Only parts of the executive order are enforceable, Yarmosky said. State
and local authorities can enforce the sections that restrict gatherings of
10 people or more, order colleges and universities to cancel gatherings
and classes and set limits on public beaches and campgrounds.

Violating the executive order is considered a Class 1 misdemeanor, Northam
said, which is technically punishable by up to 12 months in jail, a fine
of $2,500, or both. But he emphasized that state officials are not
planning to imprison residents for noncompliance.

“This is not a time when we’re looking to put people in jail,” he
said. State officials also will not (and cannot) penalize anyone for
leaving their homes, even for “nonessential” reasons.

“We’re saying you should stay home to the greatest extent possible,”
Northam added. “Paired with adequate social distancing, staying at home
is an important way to combat this virus. This is a community-wide effort
and I’m depending on all of you to comply.”

Does my office have to close?

No. While Northam said that businesses are encouraged to comply with the
10-person guidelines, Yarmosky clarified that the new executive order
maintains the same guidance as the governor’s previous directive.
Professional businesses, such as law firms, “must utilize telework as
much as possible” and “adhere to social distancing recommendations.”
But firms are not mandated to send all their employees home.

Will it work?

Given the absence of widespread testing, strict social isolation measures
are one of the most effective ways to slow the spread of disease, said Dr.
William Petri, an infectious disease specialist and associate director of
the microbiology department at the University of Virginia.

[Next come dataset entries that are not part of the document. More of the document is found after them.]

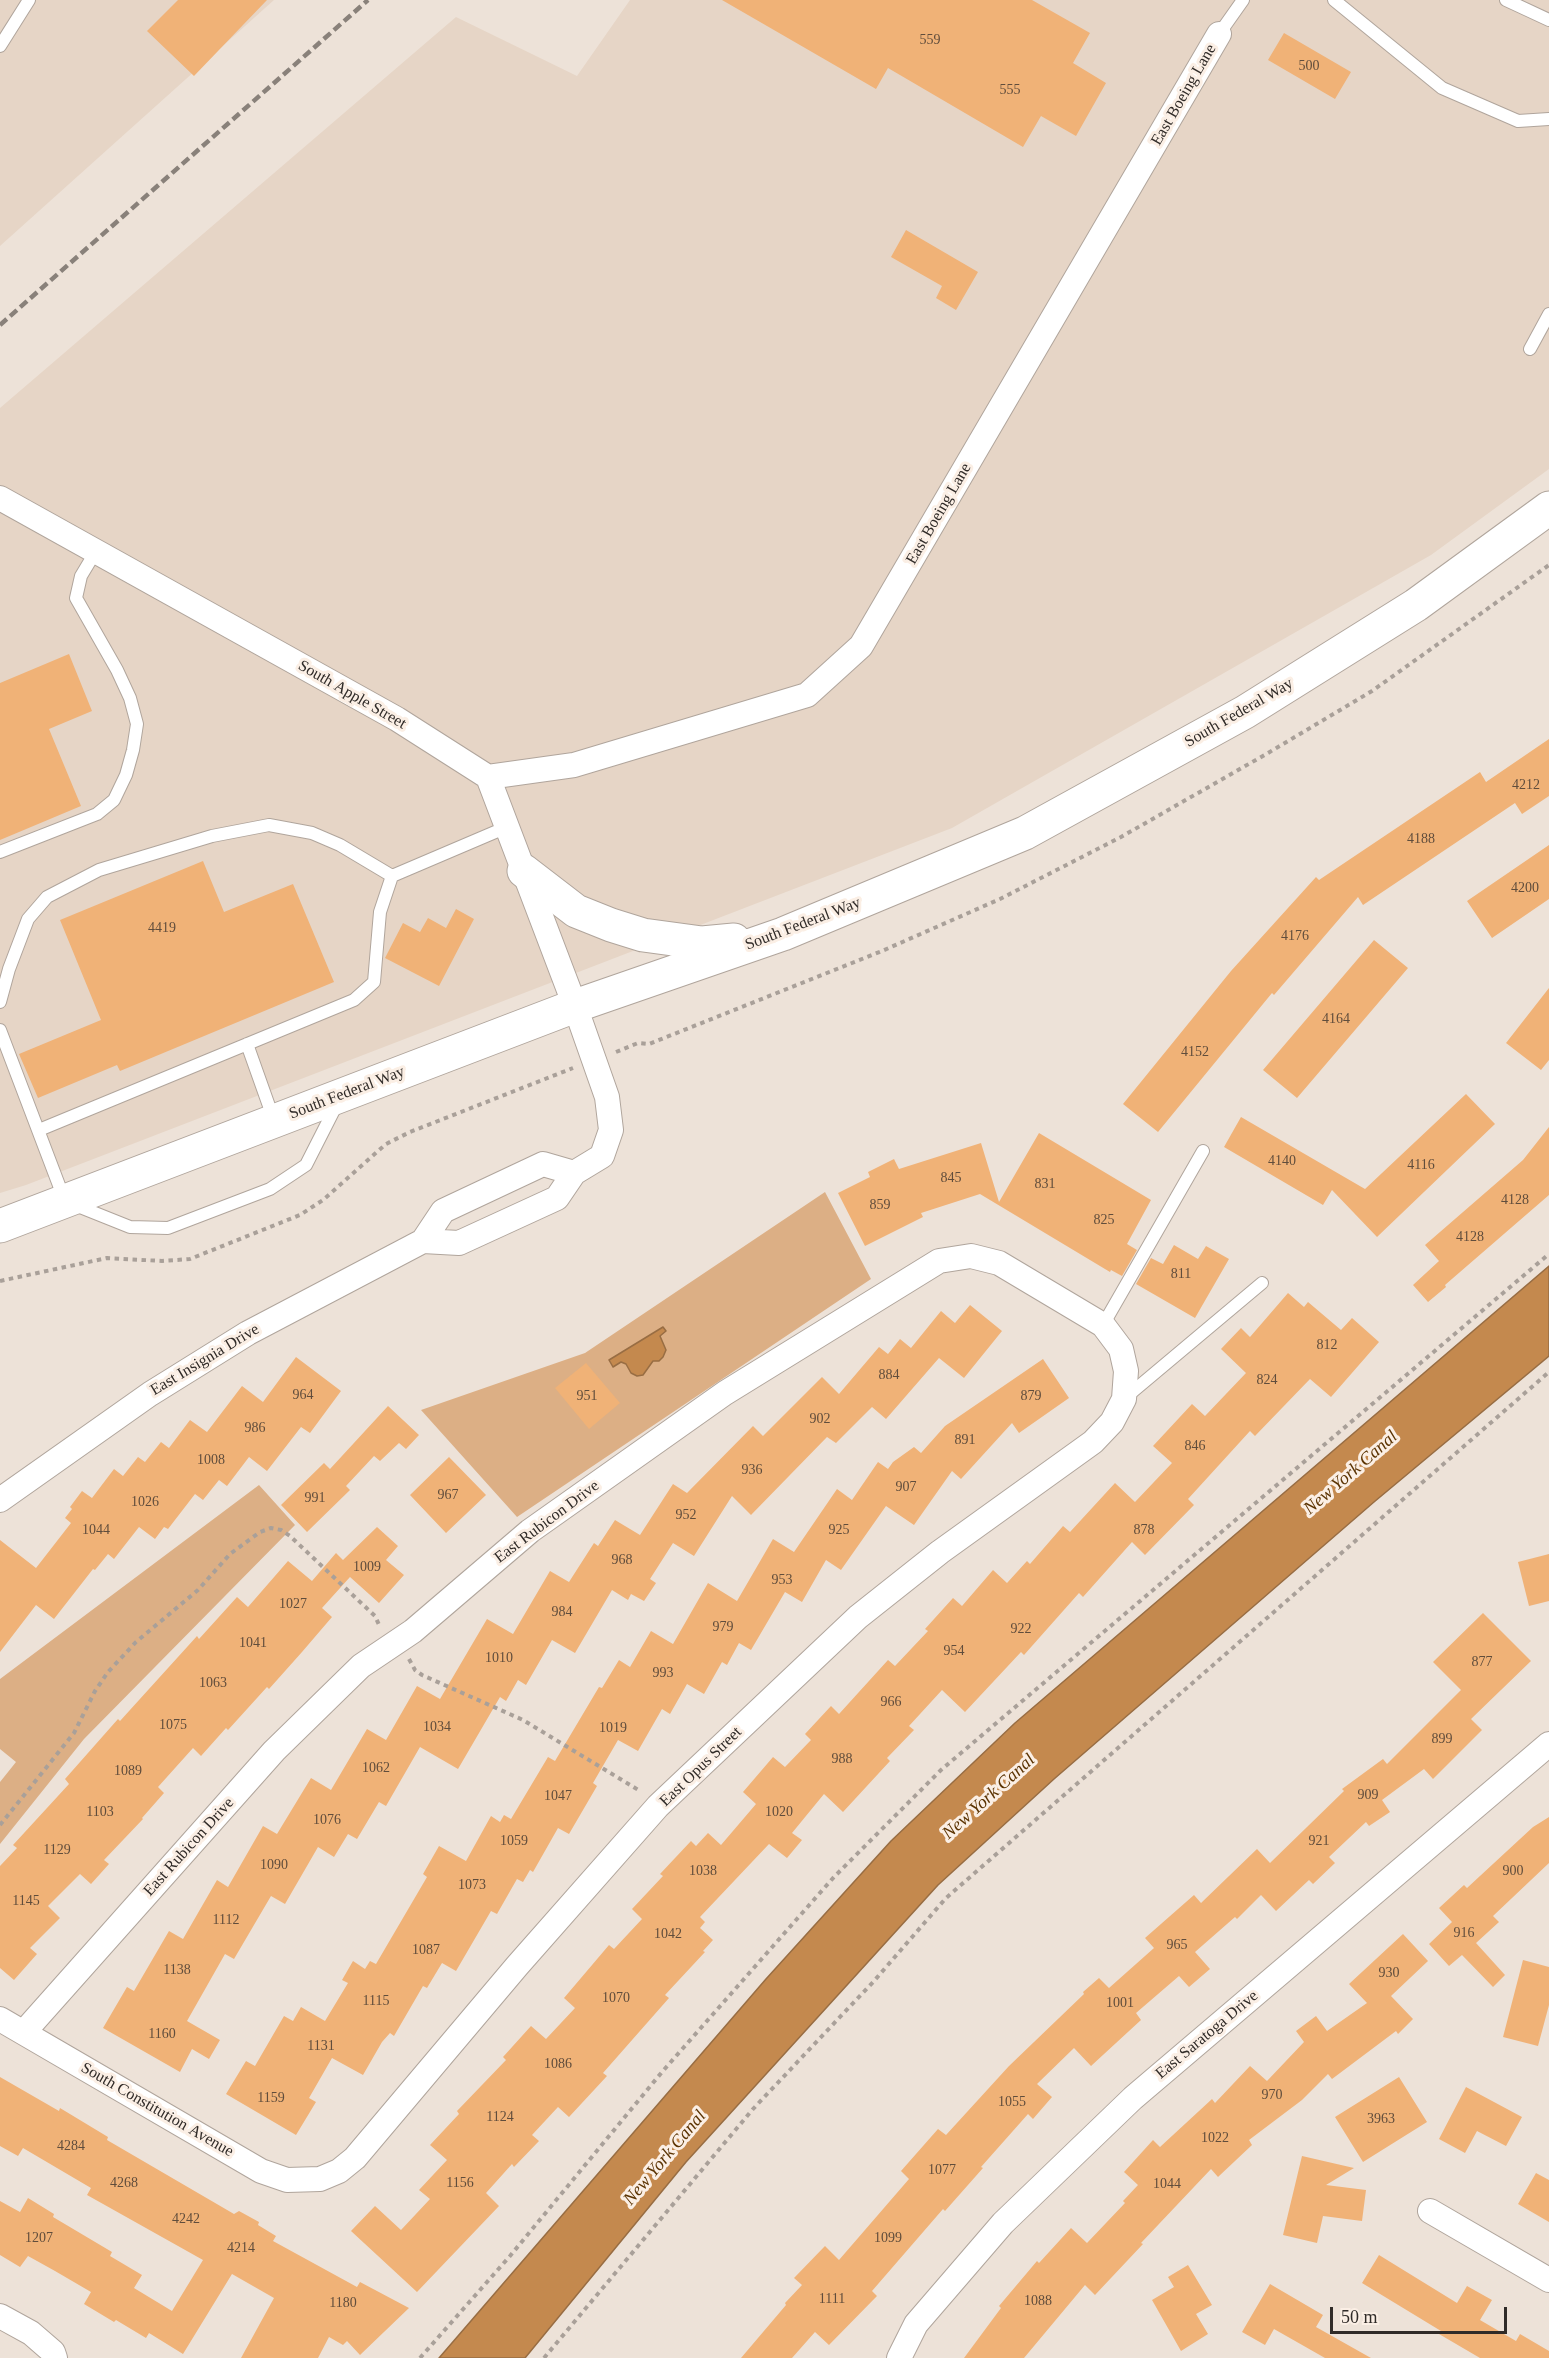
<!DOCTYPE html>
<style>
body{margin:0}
#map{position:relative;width:1549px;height:2358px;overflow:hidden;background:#ede2d8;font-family:"Times New Roman",serif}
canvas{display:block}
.scale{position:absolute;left:1330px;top:2307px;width:177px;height:27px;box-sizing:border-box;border:3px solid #302b28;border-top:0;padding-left:8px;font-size:18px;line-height:21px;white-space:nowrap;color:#302b28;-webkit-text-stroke:4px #fbefe5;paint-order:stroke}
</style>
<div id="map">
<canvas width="1549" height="2358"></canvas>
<div class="scale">50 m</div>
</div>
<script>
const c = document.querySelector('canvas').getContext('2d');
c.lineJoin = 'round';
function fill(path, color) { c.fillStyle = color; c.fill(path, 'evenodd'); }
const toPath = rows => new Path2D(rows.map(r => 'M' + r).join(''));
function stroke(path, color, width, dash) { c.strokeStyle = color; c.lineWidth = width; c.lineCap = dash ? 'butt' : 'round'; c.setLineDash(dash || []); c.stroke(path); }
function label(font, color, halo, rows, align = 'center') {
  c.font = font + ' "Times New Roman",serif'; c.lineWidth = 6; c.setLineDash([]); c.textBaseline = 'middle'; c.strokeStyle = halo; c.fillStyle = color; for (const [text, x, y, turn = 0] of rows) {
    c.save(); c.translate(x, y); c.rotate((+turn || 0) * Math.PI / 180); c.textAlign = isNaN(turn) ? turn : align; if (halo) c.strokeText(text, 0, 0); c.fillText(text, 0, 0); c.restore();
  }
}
fill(toPath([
 [0,0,274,0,0,246],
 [630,0,1549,0,1549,469,1431,555,952,828,26,1185,0,1193,0,408,456,17,577,76]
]), '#e6d5c6');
fill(toPath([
 [825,1192,871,1279,517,1517,421,1410,585,1353],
 [259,1485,295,1525,84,1739,0,1844,0,1782,16,1762,0,1749,0,1679]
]), '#dcaf85');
const water = toPath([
 [1549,1266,1549,1356,1374,1502,1054,1779,938,1885,686,2162,525,2358,439,2358,766,1979,891,1841,1015,1723,1549,1266],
 [663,1327,666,1331,660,1336,666,1350,663,1357,659,1361,653,1361,643,1375,637,1376,631,1373,626,1364,621,1362,613,1367,609,1360,663,1327]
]);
fill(water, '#c4894e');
stroke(water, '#986d43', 1.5);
fill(toPath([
 [178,0,267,0,194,76,147,31],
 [722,0,1032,0,1090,33,1073,63,1106,83,1076,136,1041,116,1023,147,888,68,876,89],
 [1284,33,1351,72,1335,99,1268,60],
 [906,230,978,272,956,310,936,298,942,286,891,257],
 [69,654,92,711,49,729,81,806,0,840,0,683],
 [1549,739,1549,796,1522,814,1515,803,1363,905,1358,897,1274,995,1272,993,1158,1132,1123,1104,1231,971,1316,877,1319,880,1480,772,1486,782],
 [1549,845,1549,899,1492,938,1467,901],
 [203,861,224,912,293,884,334,982,120,1071,117,1065,38,1098,19,1054,101,1020,60,920],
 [456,909,474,919,439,986,385,958,403,923,420,932,428,918,446,928],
 [1374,940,1408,968,1297,1098,1263,1070],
 [1549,988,1549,1060,1541,1070,1506,1043],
 [1466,1094,1495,1124,1377,1237,1332,1190,1323,1205,1224,1147,1241,1117,1365,1189],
 [1549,1127,1549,1195,1445,1285,1446,1287,1428,1302,1413,1285,1439,1261,1425,1245,1523,1160],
 [1039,1133,1151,1200,1127,1244,1137,1250,1122,1276,1111,1270,1110,1272,980,1194,921,1213,923,1217,865,1246,838,1193,870,1177,868,1172,894,1159,899,1169,981,1143,999,1202],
 [1174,1245,1198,1259,1206,1246,1229,1259,1195,1318,1136,1284,1151,1258,1163,1264],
 [1288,1293,1304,1307,1308,1302,1341,1330,1352,1318,1379,1342,1331,1397,1310,1379,1255,1436,1250,1431,1188,1499,1194,1505,1145,1555,1132,1542,1083,1597,1079,1593,1024,1655,1021,1652,965,1712,942,1690,909,1726,914,1730,887,1758,890,1761,843,1812,824,1794,792,1833,802,1840,787,1858,769,1844,700,1917,705,1922,700,1928,713,1940,703,1951,705,1952,665,1995,669,1998,603,2073,607,2076,569,2117,558,2107,532,2135,539,2141,514,2167,512,2164,486,2193,499,2206,417,2292,351,2231,375,2206,401,2230,430,2199,419,2190,447,2160,430,2145,459,2114,457,2111,506,2060,503,2057,531,2026,546,2039,575,2008,564,1998,609,1945,614,1949,642,1919,632,1909,663,1876,660,1874,691,1841,696,1846,708,1833,721,1845,756,1804,743,1792,773,1757,785,1767,811,1740,805,1734,831,1706,839,1714,888,1660,895,1666,928,1631,925,1629,953,1598,962,1606,993,1570,1007,1583,1027,1561,1030,1564,1063,1526,1070,1532,1115,1483,1135,1502,1172,1463,1153,1446,1192,1404,1205,1416,1246,1373,1221,1349,1241,1328,1250,1337],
 [970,1305,1002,1331,964,1378,939,1358,886,1419,872,1407,836,1443,827,1437,751,1515,732,1496,694,1556,673,1543,650,1579,656,1583,644,1601,631,1594,628,1600,612,1590,575,1653,552,1640,526,1685,518,1680,506,1701,500,1697,458,1769,420,1747,386,1806,379,1802,357,1839,348,1834,334,1857,318,1847,285,1904,271,1896,234,1959,225,1954,187,2021,220,2040,209,2059,192,2049,180,2072,103,2028,127,1987,134,1991,169,1931,183,1939,217,1880,228,1887,263,1826,277,1834,311,1778,331,1790,367,1729,386,1740,417,1686,440,1699,487,1619,513,1634,550,1571,569,1582,594,1543,598,1546,615,1520,640,1535,673,1484,687,1493,753,1426,763,1436,822,1377,839,1394,879,1347,888,1354,900,1339,911,1348,941,1311,955,1323],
 [296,1357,341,1391,310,1433,301,1427,267,1471,249,1457,227,1486,219,1480,203,1500,195,1494,168,1529,164,1527,155,1539,139,1527,114,1559,108,1554,95,1570,93,1569,54,1619,36,1605,0,1652,0,1540,36,1568,71,1523,65,1518,72,1509,70,1507,82,1491,92,1498,114,1469,123,1476,138,1457,145,1462,161,1442,169,1448,190,1420,207,1432,242,1386,263,1402],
 [1043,1359,1069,1398,1019,1433,1012,1423,961,1479,952,1471,914,1525,886,1506,841,1570,826,1560,802,1602,785,1592,751,1650,739,1643,727,1665,722,1662,704,1694,687,1684,670,1714,662,1709,638,1751,618,1740,593,1783,597,1786,569,1834,558,1828,533,1872,530,1870,523,1882,517,1879,497,1914,491,1911,456,1971,442,1963,427,1988,423,1986,394,2036,390,2033,382,2042,363,2075,332,2058,309,2098,316,2102,296,2135,226,2094,246,2061,255,2066,284,2016,293,2021,301,2007,325,2021,348,1983,342,1980,353,1961,365,1969,370,1961,376,1964,427,1877,423,1874,439,1846,466,1861,491,1816,500,1822,504,1815,511,1819,548,1757,555,1761,599,1687,602,1688,619,1660,630,1667,651,1631,673,1644,708,1583,737,1601,773,1539,794,1552,837,1489,852,1500,878,1462,888,1469,893,1462,914,1447,921,1453,945,1426],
 [586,1363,620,1403,589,1429,555,1388],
 [388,1406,419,1435,406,1449,399,1443,380,1461,374,1456,346,1486,350,1490,307,1532,281,1505,324,1463,330,1469],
 [449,1457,486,1495,446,1533,410,1495],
 [377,1527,398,1546,386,1560,404,1575,379,1603,350,1577,322,1608,332,1617,302,1652,269,1689,267,1687,228,1730,226,1728,201,1756,193,1748,158,1787,164,1793,142,1818,143,1819,104,1860,109,1864,91,1884,80,1874,48,1906,60,1918,30,1948,37,1954,14,1980,0,1968,0,1866,17,1848,13,1845,69,1784,65,1779,118,1719,120,1721,197,1636,199,1639,237,1597,248,1607,288,1561,312,1581,336,1553,343,1560],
 [1549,1554,1549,1601,1529,1606,1518,1562],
 [1483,1613,1531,1661,1471,1719,1482,1730,1433,1779,1424,1769,1382,1800,1390,1812,1369,1826,1366,1822,1329,1857,1335,1863,1313,1884,1309,1880,1276,1911,1261,1895,1237,1919,1235,1917,1195,1952,1210,1969,1189,1987,1179,1976,1136,2013,1141,2020,1091,2066,1074,2048,1037,2084,1052,2097,1033,2119,1028,2114,981,2167,983,2168,945,2211,943,2209,872,2291,877,2296,829,2345,815,2332,792,2358,741,2358,786,2305,785,2303,802,2285,794,2278,825,2246,839,2260,909,2179,901,2171,938,2129,946,2135,1009,2066,1084,1994,1083,1992,1099,1978,1109,1988,1154,1948,1145,1938,1194,1895,1201,1903,1257,1849,1270,1863,1344,1791,1342,1789,1383,1759,1387,1764,1461,1690,1433,1662],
 [1549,1817,1549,1863,1493,1916,1499,1922,1476,1943,1505,1975,1493,1987,1462,1955,1449,1966,1429,1944,1452,1922,1439,1908,1464,1885,1467,1888,1533,1827],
 [1403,1934,1428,1961,1391,1996,1413,2019,1398,2034,1396,2031,1332,2079,1328,2074,1302,2100,1249,2140,1252,2145,1218,2177,1211,2169,1141,2243,1143,2244,1095,2295,1085,2285,1024,2358,964,2358,1001,2308,999,2306,1037,2261,1039,2263,1071,2228,1087,2243,1125,2203,1123,2201,1138,2185,1124,2172,1153,2140,1160,2147,1212,2099,1215,2103,1250,2066,1267,2081,1304,2042,1296,2031,1316,2016,1327,2031,1367,2003,1349,1984],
 [1523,1960,1549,1967,1549,2005,1538,2046,1503,2037],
 [0,2077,59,2111,60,2108,108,2137,107,2140,234,2214,239,2211,259,2222,258,2225,276,2236,273,2241,357,2287,360,2282,409,2308,360,2355,347,2341,343,2345,329,2337,318,2358,241,2358,274,2298,232,2274,183,2354,149,2333,146,2338,116,2320,114,2322,84,2304,91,2292,55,2271,28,2256,20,2267,0,2255,0,2201,20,2212,28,2198,54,2214,53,2217,112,2252,110,2256,142,2275,134,2288,172,2311,203,2260,87,2195,91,2188,23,2148,18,2156,0,2146],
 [1399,2077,1427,2122,1363,2162,1335,2117],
 [1466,2087,1522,2117,1506,2146,1477,2131,1465,2153,1439,2139],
 [1302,2156,1354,2168,1326,2185,1366,2190,1362,2221,1323,2216,1317,2243,1283,2235],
 [1536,2173,1549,2180,1549,2222,1518,2204],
 [1379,2255,1457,2303,1467,2286,1492,2300,1480,2320,1516,2341,1520,2334,1549,2351,1549,2358,1480,2358,1439,2334,1441,2331,1362,2283],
 [1188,2265,1212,2305,1196,2314,1208,2334,1181,2351,1152,2300,1174,2287,1168,2277],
 [1270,2284,1323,2315,1316,2327,1371,2358,1325,2358,1274,2329,1265,2345,1242,2332]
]), '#f0b277');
const service = toPath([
 [1334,0,1442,88,1518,121,1549,119],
 [1506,0,1549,20],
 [1219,34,1243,0],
 [0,46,29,0],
 [1530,349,1549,314],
 [0,852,97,814,114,800,126,775,133,750,137,724,130,698,117,670,76,598,81,576,96,551],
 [0,1002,9,969,28,919,47,897,99,870,212,836,269,825,312,833,340,845,392,876],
 [0,1030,65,1201,130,1227,168,1228,270,1189,306,1165,337,1104],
 [247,1044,274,1120],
 [39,1130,354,1000,374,982,380,912,392,876,507,827],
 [1103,1325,1203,1151],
 [1125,1398,1262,1283]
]);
const minor = toPath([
 [0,498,397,719,488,777,575,1006,607,1097,611,1130,602,1156,574,1173,557,1198,459,1243,423,1241,443,1211,543,1164,574,1173],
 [488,777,574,765,807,695,861,646,1219,34],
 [0,1500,150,1394,248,1333,423,1241],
 [0,2019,261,2171,287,2180,320,2179,339,2171,355,2158,517,1966,658,1806,858,1617,940,1552,1093,1442,1112,1422,1124,1399,1126,1371,1121,1349,1103,1325,999,1263,971,1256,939,1261,725,1393,530,1531,413,1631,361,1666,274,1751,24,2032],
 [1430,2211,1549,2280],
 [0,2316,31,2333,53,2352,55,2358],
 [899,2358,916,2324,1003,2223,1133,2098,1549,1744]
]);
const secondary = toPath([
 [524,871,576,911,611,925,643,935,702,943,734,940],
 [0,1226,575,1006,783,934,1025,833,1245,712,1416,605,1549,508]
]);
stroke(service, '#b0a59c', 14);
stroke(minor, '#b0a59c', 26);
stroke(secondary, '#b0a59c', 35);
stroke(toPath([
 [616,1052,638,1043,649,1044,882,951,1000,899,1121,837,1268,753,1372,691,1549,565],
 [0,1281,107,1258,162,1261,190,1259,300,1215,323,1200,386,1144,410,1132,573,1068],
 [409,1659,415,1670,422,1675,523,1720,640,1791],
 [0,1825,74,1733,95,1691,108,1672,136,1642,198,1590,230,1554,260,1532,271,1528,281,1530,290,1536,375,1616,380,1627],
 [420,2358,510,2256,662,2072,834,1877,941,1770,1549,1254],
 [544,2358,753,2109,874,1981,946,1898,1549,1372]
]), '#a9a099', 4, [4.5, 4.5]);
stroke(service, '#fff', 12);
stroke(minor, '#fff', 24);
stroke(secondary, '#fff', 33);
stroke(toPath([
 [0,325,368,0]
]), '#89817a', 4.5, [9, 4.5]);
label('14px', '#604d3c', null, [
 ["559",930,40],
 ["500",1309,66],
 ["555",1010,90],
 ["4212",1526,785],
 ["4188",1421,839],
 ["4200",1525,888],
 ["4419",162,928],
 ["4176",1295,936],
 ["4164",1336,1019],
 ["4152",1195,1052],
 ["4140",1282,1161],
 ["4116",1421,1165],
 ["845",951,1178],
 ["831",1045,1184],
 ["4128",1515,1200],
 ["859",880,1205],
 ["825",1104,1220],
 ["4128",1470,1237],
 ["811",1181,1274],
 ["812",1327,1345],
 ["884",889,1375],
 ["824",1267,1380],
 ["964",303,1395],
 ["951",587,1396],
 ["879",1031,1396],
 ["902",820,1419],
 ["986",255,1428],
 ["891",965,1440],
 ["846",1195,1446],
 ["1008",211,1460],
 ["936",752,1470],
 ["907",906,1487],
 ["967",448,1495],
 ["991",315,1498],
 ["1026",145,1502],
 ["952",686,1515],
 ["1044",96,1530],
 ["925",839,1530],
 ["878",1144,1530],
 ["968",622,1560],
 ["1009",367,1567],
 ["953",782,1580],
 ["1027",293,1604],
 ["984",562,1612],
 ["979",723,1627],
 ["922",1021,1629],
 ["1041",253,1643],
 ["954",954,1651],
 ["1010",499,1658],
 ["877",1482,1662],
 ["993",663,1673],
 ["1063",213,1683],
 ["966",891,1702],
 ["1075",173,1725],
 ["1034",437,1727],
 ["1019",613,1728],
 ["899",1442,1739],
 ["988",842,1759],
 ["1062",376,1768],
 ["1089",128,1771],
 ["909",1368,1795],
 ["1047",558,1796],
 ["1103",100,1812],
 ["1020",779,1812],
 ["1076",327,1820],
 ["1059",514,1841],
 ["921",1319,1841],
 ["1129",57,1850],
 ["1090",274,1865],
 ["1038",703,1871],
 ["900",1513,1871],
 ["1073",472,1885],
 ["1145",26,1901],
 ["1112",226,1920],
 ["916",1464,1933],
 ["1042",668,1934],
 ["965",1177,1945],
 ["1087",426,1950],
 ["1138",177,1970],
 ["930",1389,1973],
 ["1070",616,1998],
 ["1115",376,2001],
 ["1001",1120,2003],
 ["1160",162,2034],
 ["1131",321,2046],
 ["1086",558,2064],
 ["970",1272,2095],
 ["1159",271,2098],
 ["1055",1012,2102],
 ["1124",500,2117],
 ["3963",1381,2119],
 ["1022",1215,2138],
 ["4284",71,2146],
 ["1077",942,2170],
 ["4268",124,2183],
 ["1156",460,2183],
 ["1044",1167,2184],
 ["4242",186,2219],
 ["1207",39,2238],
 ["1099",888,2238],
 ["4214",241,2248],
 ["1111",832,2299],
 ["1088",1038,2301],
 ["1180",343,2303]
]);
label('16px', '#302b28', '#fbefe5', [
 ["East Boeing Lane",1184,95,-60],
 ["East Boeing Lane",939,514,-60],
 ["South Apple Street",352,695,30],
 ["South Federal Way",1239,713,-30],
 ["South Federal Way",803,924,-21],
 ["South Federal Way",347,1093,-21],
 ["East Insignia Drive",205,1360,-31],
 ["East Rubicon Drive",547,1522,-37],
 ["East Opus Street",701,1767,-44],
 ["East Rubicon Drive",189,1847,-48],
 ["East Saratoga Drive",1207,2035,-40],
 ["South Constitution Avenue",157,2110,30]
]);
label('italic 18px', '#5c3403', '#fbefe5', [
 ["New York Canal",1351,1473,-41],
 ["New York Canal",989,1797,-42],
 ["New York Canal",665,2158,-50]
]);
</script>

“It’s a way to physically separate us all from each other,” he said
in an interview on Monday. “Because right now, we can’t reliably
separate who’s infected from who’s not.”

As of Monday, 12,038 Virginians have been tested for COVID-19 — roughly 0.14 percent of the state’s population. Right now, the Virginia Department of Health — and most hospitals — limit testing to the most high-risk groups,
including health providers and nursing home residents with symptoms of the disease. But Petri said there’s now solid evidence that coronavirus can
be transmitted through asymptomatic patients or those with mild symptoms of the disease.

“They tested all the residents at Life Care Center [a nursing home in
Washington state] and found that many who had no symptoms had the virus in their samples,” Petri said. “And the levels of virus were sometimes as high in asymptomatic people than in patients with symptoms.”

Virginia, like most states, is likely missing most asymptomatic cases of
the disease. Further restrictions are a way to keep those patients from
spreading the disease to higher-risk groups and rapidly increasing the
strain on the hospital system, Petri said.

Experts now believe that the strict isolation measures in Wuhan, China —
the epicenter of the global outbreak — were effective at stopping
Officials in Seattle have also seen evidence that spread is slowing thanks
to local restrictions.

Northam’s new executive order takes a more moderate approach than either
area. It’s also less restrictive than similar directives in nearby
states, including Maryland, where campgrounds and golf courses are closed
along with all nonessential brick-and-mortar stores.

Northam said that stopping the transmission of COVID-19 in Virginia will
largely depend on whether residents comply with the new directives.

“What we are seeing now is the result of how people interacted two or
three weeks ago,” he said. “What we will see a few weeks from now will
be determined by how people behave today and in the following days.”